■ The task ■
Only lines containing the word "bubble" are needed; pull them out of the material.

-- Opening Marker --

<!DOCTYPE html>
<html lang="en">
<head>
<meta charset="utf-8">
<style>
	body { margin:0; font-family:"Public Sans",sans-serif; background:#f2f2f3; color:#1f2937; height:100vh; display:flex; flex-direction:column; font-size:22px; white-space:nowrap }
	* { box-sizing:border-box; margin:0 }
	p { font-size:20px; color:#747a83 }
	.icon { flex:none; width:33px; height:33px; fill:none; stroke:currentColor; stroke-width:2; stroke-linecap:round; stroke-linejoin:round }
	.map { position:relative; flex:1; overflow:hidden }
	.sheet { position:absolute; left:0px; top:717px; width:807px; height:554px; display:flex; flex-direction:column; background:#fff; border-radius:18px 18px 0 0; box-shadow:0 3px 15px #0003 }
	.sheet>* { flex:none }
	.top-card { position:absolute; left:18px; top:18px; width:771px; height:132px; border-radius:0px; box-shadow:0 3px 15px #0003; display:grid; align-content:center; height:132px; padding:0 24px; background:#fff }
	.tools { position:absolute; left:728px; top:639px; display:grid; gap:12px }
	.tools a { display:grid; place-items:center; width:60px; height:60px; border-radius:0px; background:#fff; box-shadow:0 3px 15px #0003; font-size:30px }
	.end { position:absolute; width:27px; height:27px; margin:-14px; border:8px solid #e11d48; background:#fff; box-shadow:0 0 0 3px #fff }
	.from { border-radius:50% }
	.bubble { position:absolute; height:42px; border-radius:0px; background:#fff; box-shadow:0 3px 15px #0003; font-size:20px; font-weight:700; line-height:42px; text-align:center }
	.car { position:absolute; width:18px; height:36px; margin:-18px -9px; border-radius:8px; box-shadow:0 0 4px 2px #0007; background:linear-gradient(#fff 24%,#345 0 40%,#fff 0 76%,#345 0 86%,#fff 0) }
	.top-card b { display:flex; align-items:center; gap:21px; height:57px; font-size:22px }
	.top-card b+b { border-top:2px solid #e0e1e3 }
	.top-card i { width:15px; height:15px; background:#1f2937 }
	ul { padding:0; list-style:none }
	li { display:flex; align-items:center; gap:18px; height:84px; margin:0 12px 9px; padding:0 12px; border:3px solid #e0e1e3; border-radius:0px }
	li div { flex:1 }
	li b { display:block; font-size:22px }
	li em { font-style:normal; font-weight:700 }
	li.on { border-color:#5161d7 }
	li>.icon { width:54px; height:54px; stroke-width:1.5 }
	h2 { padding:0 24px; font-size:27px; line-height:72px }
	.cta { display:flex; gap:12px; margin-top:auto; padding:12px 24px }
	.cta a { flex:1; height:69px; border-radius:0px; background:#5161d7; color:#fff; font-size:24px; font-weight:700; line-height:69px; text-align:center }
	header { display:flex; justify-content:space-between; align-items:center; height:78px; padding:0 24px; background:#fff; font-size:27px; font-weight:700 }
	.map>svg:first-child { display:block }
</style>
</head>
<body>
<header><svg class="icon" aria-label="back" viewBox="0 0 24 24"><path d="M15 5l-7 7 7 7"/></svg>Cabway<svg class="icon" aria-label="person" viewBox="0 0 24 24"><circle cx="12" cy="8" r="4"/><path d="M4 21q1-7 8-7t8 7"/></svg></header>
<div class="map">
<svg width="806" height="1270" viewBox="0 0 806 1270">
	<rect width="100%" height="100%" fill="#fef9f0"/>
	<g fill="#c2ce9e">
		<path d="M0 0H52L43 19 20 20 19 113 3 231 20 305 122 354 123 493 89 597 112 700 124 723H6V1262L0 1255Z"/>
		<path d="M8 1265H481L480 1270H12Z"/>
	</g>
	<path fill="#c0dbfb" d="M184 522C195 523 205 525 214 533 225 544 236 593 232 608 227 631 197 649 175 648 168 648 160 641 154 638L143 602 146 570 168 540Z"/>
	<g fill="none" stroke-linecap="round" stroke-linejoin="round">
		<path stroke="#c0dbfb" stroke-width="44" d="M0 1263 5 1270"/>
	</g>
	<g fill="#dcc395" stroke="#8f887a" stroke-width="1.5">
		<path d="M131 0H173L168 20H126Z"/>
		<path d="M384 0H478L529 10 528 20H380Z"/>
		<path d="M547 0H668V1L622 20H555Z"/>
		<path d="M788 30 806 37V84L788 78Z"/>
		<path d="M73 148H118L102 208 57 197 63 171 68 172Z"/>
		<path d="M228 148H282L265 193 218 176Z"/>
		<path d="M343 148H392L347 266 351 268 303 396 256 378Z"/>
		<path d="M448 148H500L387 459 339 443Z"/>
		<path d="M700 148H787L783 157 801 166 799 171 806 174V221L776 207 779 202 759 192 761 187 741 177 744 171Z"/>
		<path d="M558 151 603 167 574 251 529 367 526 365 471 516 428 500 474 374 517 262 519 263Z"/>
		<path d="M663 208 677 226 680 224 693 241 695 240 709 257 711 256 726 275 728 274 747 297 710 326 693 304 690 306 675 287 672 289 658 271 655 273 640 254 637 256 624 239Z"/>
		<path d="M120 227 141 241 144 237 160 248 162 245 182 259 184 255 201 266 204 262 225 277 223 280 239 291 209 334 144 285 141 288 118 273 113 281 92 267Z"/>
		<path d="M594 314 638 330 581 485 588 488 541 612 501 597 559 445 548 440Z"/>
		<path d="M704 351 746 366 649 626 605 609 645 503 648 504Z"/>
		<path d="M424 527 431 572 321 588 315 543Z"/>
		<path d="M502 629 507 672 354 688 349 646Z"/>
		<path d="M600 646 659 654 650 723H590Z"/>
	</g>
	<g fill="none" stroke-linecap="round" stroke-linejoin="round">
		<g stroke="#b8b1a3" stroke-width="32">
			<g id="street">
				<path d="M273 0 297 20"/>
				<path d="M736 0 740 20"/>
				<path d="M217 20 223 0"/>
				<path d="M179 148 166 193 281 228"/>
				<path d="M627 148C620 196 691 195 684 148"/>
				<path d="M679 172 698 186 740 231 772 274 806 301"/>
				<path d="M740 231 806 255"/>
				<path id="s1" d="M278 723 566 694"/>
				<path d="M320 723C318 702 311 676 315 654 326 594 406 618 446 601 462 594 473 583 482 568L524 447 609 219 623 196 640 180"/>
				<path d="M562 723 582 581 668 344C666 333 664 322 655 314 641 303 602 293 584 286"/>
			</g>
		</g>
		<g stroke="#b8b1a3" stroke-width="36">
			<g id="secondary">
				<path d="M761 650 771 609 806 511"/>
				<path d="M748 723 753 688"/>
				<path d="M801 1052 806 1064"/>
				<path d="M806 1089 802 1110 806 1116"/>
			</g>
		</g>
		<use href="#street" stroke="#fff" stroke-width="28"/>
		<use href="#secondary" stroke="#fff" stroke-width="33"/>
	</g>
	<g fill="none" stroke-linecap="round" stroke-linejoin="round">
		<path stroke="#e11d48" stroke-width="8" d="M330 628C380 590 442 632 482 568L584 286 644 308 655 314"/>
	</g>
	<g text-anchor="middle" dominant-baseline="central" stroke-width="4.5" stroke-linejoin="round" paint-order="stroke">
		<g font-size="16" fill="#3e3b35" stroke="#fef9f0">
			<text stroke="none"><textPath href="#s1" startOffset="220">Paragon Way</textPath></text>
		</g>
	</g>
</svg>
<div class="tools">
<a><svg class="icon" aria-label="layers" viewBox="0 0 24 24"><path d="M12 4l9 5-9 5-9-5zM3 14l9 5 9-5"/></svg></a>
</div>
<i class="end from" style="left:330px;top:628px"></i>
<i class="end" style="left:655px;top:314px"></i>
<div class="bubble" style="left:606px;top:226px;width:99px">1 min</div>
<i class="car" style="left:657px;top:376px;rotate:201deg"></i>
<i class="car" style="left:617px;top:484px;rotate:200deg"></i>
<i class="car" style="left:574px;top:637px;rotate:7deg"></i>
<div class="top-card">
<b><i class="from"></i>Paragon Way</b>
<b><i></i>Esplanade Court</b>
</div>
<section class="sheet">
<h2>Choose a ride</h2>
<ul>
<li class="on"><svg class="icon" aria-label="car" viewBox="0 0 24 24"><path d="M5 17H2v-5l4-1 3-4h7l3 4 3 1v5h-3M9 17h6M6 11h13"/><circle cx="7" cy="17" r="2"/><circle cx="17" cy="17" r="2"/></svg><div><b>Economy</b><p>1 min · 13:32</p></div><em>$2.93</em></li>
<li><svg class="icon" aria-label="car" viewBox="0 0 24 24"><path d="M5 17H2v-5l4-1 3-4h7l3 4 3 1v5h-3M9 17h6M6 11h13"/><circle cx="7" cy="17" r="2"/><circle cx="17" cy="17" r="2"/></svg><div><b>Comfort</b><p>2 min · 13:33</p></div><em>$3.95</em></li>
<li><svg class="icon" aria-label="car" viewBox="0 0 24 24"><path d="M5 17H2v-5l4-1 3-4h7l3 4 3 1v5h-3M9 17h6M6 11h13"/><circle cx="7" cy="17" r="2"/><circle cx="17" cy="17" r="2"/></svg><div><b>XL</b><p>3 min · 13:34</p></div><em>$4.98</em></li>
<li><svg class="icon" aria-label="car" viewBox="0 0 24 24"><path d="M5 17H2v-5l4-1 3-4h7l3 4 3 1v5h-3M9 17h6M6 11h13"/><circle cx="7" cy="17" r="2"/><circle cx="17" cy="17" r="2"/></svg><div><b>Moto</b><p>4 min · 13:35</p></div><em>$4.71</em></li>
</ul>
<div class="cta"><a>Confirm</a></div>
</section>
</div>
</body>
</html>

-- Closing Marker --

■ Result for this exercise ■
	.bubble { position:absolute; height:42px; border-radius:0px; background:#fff; box-shadow:0 3px 15px #0003; font-size:20px; font-weight:700; line-height:42px; text-align:center }
<div class="bubble" style="left:606px;top:226px;width:99px">1 min</div>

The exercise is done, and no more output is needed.